The replication service on both mailbox servers slowly ramped CPU usage so that the server went up to 100% which then caused all manner of nasty failures.
Through-out our troubled times we have
- Looked at the Exchange 2010 configuration with a fine toothed comb
- Had 3 "Exchange Experts" come in and check things out
- Raised PSS call with Microsoft
- Raise call with VMWare (the servers are all virtual)
- Increased RAM and CPU to ESX limits (almost - we only have 96GB in our hosts)
- Tweaked registry settings
- Moved to use pvSCSI instead of vSAS and back again (pvSCSI has issues in high IO environments!! We need new pvSCSI drivers)
- Rebuilt a second set of Mailbox servers
The guys who rebuilt the environment failed to install the SCOM agent (at first). These boxes showed no signs of CPU creep. Once they realised the missing SCOM agent they quickly installed it.
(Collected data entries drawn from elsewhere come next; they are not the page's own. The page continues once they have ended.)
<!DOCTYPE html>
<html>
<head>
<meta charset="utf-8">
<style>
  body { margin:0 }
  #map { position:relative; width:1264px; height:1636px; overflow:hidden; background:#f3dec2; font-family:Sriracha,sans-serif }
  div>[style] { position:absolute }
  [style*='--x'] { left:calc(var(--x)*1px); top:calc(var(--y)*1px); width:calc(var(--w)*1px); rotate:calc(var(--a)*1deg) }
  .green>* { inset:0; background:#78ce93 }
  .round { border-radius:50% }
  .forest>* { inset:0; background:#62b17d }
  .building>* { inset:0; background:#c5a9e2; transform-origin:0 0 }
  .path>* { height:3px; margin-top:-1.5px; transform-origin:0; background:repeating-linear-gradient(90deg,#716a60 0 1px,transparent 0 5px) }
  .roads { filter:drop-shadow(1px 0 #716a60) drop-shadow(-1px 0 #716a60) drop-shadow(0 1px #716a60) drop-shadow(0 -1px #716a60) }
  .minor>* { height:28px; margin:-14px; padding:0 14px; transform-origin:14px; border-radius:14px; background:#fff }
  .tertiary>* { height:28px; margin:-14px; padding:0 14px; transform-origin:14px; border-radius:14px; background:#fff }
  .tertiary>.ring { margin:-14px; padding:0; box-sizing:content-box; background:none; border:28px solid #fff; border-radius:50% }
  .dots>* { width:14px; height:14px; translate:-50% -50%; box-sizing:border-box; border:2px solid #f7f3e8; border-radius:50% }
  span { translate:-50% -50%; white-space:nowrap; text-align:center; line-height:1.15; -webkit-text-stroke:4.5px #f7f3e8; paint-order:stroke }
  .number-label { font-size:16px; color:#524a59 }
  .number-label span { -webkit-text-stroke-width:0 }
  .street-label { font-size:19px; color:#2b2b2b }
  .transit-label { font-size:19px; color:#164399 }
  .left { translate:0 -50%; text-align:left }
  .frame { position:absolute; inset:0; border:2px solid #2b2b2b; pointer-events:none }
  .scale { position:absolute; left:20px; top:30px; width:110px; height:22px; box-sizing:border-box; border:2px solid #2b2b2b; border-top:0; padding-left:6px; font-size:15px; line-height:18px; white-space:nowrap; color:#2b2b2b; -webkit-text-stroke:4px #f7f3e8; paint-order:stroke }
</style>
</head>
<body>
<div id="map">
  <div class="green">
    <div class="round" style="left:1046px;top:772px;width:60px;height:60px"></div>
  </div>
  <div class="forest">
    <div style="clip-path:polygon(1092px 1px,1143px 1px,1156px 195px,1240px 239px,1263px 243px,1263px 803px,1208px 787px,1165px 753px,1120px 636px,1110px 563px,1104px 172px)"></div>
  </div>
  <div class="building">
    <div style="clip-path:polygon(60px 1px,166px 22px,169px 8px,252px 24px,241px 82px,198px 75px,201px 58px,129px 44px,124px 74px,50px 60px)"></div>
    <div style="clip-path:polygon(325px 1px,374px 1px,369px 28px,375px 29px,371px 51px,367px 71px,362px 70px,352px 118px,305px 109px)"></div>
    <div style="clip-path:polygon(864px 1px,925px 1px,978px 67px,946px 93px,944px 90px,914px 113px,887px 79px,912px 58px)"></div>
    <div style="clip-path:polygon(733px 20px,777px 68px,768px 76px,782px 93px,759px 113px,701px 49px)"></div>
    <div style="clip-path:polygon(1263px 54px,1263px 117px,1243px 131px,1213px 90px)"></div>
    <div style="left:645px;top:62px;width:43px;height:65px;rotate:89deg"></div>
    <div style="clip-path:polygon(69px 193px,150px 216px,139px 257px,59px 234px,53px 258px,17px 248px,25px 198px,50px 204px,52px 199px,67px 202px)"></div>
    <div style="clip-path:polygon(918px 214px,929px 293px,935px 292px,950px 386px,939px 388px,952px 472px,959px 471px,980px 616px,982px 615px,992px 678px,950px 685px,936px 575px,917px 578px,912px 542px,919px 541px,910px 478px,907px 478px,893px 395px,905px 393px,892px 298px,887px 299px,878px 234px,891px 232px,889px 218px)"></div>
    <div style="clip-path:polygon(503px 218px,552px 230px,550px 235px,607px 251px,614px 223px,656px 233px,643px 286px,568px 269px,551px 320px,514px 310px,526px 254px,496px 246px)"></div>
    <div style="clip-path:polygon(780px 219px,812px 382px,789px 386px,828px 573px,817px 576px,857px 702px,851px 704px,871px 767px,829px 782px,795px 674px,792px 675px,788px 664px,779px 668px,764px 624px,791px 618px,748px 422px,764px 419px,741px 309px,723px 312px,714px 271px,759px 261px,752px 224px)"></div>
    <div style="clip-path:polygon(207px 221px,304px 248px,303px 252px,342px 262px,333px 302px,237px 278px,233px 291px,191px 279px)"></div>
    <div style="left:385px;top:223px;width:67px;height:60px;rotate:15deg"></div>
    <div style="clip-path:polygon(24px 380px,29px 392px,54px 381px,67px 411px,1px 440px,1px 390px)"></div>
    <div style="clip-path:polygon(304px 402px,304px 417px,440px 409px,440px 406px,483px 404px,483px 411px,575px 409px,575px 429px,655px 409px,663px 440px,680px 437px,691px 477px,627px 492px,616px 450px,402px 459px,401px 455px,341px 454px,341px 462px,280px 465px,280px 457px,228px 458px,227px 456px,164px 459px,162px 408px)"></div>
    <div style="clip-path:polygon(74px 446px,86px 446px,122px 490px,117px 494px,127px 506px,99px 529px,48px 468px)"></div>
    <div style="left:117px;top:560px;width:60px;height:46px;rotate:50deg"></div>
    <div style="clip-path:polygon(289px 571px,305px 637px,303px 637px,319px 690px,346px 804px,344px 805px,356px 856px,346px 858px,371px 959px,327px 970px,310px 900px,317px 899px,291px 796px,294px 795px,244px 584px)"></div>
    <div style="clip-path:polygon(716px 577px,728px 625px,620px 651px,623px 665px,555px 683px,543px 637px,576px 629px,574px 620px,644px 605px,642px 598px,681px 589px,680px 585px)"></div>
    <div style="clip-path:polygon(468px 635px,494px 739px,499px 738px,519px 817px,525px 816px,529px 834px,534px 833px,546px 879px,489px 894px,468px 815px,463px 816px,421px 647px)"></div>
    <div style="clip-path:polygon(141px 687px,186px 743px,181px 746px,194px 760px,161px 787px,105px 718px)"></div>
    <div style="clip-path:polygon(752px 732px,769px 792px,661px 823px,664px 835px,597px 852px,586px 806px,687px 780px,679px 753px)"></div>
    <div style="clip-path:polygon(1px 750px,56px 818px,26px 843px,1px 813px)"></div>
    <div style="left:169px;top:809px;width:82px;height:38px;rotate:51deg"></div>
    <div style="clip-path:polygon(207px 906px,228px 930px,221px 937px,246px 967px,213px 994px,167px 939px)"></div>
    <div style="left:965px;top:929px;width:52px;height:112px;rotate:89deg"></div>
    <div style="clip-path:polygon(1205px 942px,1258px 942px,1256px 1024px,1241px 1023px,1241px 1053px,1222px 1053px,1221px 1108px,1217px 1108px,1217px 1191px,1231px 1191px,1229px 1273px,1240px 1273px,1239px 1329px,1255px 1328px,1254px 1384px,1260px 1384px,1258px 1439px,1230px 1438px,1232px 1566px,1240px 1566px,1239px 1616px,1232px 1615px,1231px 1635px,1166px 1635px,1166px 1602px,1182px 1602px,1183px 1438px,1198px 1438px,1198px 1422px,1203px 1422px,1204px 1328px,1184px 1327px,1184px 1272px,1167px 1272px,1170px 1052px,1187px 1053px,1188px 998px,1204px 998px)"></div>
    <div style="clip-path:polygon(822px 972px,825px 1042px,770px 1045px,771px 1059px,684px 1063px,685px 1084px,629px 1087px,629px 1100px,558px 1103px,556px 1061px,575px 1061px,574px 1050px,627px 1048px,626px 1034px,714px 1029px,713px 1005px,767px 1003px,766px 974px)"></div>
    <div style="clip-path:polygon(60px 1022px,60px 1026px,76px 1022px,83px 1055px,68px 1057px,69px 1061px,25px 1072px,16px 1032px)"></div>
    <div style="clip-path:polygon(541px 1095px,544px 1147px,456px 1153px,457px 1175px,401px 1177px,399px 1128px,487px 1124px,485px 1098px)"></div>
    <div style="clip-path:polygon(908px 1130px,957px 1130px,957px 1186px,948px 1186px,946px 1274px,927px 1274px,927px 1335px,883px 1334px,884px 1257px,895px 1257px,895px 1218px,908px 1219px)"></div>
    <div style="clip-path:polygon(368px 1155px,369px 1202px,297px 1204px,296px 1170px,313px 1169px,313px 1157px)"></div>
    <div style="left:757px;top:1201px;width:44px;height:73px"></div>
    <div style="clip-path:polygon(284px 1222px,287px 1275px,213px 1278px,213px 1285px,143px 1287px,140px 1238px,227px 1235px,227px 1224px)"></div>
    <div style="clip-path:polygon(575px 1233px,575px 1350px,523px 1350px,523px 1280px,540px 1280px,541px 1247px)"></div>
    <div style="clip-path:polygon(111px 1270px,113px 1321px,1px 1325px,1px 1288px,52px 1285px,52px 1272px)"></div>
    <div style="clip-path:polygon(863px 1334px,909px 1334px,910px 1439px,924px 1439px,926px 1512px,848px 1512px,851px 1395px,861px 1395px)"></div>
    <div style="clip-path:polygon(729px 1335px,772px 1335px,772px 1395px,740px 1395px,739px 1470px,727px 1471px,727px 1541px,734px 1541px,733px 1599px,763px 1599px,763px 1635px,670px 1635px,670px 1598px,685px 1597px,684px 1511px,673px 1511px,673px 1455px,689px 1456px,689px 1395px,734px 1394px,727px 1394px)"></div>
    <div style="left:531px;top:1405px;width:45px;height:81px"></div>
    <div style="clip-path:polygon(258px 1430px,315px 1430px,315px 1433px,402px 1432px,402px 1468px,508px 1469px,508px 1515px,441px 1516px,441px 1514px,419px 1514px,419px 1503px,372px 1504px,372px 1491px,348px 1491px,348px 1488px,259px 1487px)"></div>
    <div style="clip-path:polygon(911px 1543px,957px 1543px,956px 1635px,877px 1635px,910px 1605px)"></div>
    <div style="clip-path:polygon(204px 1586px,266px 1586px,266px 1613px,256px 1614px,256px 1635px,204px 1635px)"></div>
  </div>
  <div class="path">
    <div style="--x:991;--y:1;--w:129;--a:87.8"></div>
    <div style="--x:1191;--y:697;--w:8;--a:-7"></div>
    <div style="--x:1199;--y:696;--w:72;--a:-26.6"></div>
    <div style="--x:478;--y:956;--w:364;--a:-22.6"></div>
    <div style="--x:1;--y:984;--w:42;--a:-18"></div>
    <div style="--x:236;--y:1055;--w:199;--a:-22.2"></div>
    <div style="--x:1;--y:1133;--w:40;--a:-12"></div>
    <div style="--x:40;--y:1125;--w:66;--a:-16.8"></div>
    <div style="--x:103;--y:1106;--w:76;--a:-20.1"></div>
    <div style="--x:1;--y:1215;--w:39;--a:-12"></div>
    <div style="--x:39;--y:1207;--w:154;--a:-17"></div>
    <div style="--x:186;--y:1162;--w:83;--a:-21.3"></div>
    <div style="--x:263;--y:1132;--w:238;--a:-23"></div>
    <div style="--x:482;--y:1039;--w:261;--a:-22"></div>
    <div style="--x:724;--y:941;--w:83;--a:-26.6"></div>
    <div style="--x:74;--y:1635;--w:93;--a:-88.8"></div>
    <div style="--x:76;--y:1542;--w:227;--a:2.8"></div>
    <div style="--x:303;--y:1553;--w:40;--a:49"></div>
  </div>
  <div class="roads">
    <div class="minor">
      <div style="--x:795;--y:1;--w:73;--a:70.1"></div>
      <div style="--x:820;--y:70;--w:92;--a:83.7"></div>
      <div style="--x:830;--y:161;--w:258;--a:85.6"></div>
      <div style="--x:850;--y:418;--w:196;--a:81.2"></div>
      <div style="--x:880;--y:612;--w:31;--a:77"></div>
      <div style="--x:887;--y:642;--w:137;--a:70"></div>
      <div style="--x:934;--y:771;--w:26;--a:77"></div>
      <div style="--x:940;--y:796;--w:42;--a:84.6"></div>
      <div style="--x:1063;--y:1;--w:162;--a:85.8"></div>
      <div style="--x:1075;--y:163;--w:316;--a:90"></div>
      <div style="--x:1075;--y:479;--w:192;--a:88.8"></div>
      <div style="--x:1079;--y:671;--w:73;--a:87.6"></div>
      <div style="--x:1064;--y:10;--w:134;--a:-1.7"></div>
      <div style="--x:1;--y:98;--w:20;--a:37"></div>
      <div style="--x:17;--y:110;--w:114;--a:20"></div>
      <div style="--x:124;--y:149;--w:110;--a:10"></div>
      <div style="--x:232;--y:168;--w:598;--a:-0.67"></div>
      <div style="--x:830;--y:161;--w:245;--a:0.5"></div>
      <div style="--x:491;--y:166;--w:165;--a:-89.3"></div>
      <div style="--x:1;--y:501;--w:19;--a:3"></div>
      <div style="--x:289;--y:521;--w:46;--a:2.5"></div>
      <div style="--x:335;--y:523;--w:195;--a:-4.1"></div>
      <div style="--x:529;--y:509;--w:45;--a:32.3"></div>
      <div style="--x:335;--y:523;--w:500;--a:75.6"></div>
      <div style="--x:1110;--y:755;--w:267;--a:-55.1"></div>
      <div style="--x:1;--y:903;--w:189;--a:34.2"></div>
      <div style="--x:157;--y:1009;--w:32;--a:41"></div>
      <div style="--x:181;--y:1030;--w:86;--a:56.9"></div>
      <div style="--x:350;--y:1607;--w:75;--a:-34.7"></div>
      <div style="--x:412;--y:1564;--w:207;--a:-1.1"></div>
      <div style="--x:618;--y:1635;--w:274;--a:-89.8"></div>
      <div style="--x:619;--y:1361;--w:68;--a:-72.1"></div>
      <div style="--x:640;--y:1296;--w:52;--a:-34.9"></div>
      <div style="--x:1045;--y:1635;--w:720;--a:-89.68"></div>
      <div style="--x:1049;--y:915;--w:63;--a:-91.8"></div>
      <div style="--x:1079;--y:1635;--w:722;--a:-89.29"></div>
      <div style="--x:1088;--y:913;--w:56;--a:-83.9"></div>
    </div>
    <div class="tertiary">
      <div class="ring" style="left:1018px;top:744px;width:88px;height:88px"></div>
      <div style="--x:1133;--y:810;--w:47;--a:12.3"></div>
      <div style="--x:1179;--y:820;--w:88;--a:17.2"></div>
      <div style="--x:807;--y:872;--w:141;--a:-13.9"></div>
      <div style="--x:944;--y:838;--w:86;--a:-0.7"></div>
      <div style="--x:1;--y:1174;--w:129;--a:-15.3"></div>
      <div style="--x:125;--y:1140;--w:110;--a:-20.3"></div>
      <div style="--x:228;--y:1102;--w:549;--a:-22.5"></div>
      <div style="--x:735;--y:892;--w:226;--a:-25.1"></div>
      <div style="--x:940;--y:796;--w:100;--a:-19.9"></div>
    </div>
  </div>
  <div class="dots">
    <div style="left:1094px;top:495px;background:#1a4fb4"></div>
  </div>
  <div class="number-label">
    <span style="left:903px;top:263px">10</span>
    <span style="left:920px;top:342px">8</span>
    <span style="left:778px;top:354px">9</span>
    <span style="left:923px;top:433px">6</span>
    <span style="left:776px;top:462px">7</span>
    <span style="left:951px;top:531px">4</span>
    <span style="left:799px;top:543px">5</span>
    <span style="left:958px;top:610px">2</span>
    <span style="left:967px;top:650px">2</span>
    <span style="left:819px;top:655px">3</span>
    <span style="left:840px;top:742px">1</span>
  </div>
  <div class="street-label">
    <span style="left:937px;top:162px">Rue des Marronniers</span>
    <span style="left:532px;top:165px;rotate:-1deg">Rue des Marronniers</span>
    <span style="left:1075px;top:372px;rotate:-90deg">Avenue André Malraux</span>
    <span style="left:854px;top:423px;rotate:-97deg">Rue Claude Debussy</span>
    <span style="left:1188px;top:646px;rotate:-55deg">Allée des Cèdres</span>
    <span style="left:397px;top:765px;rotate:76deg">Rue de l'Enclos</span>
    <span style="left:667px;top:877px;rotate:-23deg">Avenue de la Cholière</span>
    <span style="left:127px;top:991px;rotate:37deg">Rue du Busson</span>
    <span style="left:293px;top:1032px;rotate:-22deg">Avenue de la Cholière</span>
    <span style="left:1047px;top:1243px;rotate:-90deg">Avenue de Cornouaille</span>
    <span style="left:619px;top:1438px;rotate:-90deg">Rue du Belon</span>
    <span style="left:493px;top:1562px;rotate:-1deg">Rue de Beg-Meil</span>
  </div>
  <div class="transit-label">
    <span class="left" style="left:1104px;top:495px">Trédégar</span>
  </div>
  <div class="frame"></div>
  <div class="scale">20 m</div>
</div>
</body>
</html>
Suddenly we saw CPU ramping up albeit slowly over a period of 2-3weeks.
So we turned off the agent and the CPU settles back down.
We are now looking at removing the Exchange 2010 management pack from our environment to see if this is the cause rather than the SCOM agent.
More news when I know.
Ok so now we have an Exchange environment with NO live mailboxes only a handful of test mailboxes. With the SCOM agent installed we see the rising CPU. Uninstall the SCOM agent and no rise.
Current situation is that we are not using SCOM to monitor our Exchange production servers. Not good. Microsoft don't seem to know what is going on either.